** Exercise inputs follows **

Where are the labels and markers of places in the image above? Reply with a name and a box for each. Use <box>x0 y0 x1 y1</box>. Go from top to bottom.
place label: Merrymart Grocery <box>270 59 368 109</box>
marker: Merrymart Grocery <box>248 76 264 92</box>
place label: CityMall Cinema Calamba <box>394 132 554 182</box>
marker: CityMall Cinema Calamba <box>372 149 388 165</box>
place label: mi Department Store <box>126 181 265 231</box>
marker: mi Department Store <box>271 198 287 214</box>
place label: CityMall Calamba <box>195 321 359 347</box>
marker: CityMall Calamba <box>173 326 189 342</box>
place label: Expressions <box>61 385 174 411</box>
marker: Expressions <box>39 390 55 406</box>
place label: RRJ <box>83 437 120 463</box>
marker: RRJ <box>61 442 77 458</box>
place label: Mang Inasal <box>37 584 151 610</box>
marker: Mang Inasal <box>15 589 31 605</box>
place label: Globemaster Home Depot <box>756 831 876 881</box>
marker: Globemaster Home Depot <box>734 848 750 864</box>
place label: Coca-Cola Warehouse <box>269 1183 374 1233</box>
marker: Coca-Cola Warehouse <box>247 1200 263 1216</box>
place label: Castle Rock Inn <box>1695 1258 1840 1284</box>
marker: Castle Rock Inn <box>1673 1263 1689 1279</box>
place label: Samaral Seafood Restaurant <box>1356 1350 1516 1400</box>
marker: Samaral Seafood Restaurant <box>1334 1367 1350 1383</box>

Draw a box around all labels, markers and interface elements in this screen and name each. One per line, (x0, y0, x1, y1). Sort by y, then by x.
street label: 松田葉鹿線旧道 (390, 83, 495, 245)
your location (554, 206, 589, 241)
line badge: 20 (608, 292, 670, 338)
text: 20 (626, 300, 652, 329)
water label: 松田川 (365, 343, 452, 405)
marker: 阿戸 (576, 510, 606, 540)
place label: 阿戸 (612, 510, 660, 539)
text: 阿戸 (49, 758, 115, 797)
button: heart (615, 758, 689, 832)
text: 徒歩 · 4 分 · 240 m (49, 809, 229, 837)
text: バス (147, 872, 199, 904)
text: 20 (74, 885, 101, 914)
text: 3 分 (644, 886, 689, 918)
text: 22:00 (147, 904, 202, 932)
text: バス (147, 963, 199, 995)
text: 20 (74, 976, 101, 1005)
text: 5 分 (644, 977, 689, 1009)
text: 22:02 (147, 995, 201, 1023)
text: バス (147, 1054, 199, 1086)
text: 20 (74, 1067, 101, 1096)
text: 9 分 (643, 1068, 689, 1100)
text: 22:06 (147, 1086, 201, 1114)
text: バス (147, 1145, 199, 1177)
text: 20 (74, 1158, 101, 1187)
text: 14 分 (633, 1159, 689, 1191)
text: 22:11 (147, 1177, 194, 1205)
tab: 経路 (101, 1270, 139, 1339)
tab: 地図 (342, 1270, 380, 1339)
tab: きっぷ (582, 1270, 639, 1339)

** End of Exercise inputs **

The required output is each line of the entries that contains the word "name".

* [Answer to this problem]
Where are the labels and markers of places in the image above? Reply with a name and a box for each. Use <box>x0 y0 x1 y1</box>. Go from top to bottom.
Draw a box around all labels, markers and interface elements in this screen and name each. One per line, (x0, y0, x1, y1). Sort by y, then by x.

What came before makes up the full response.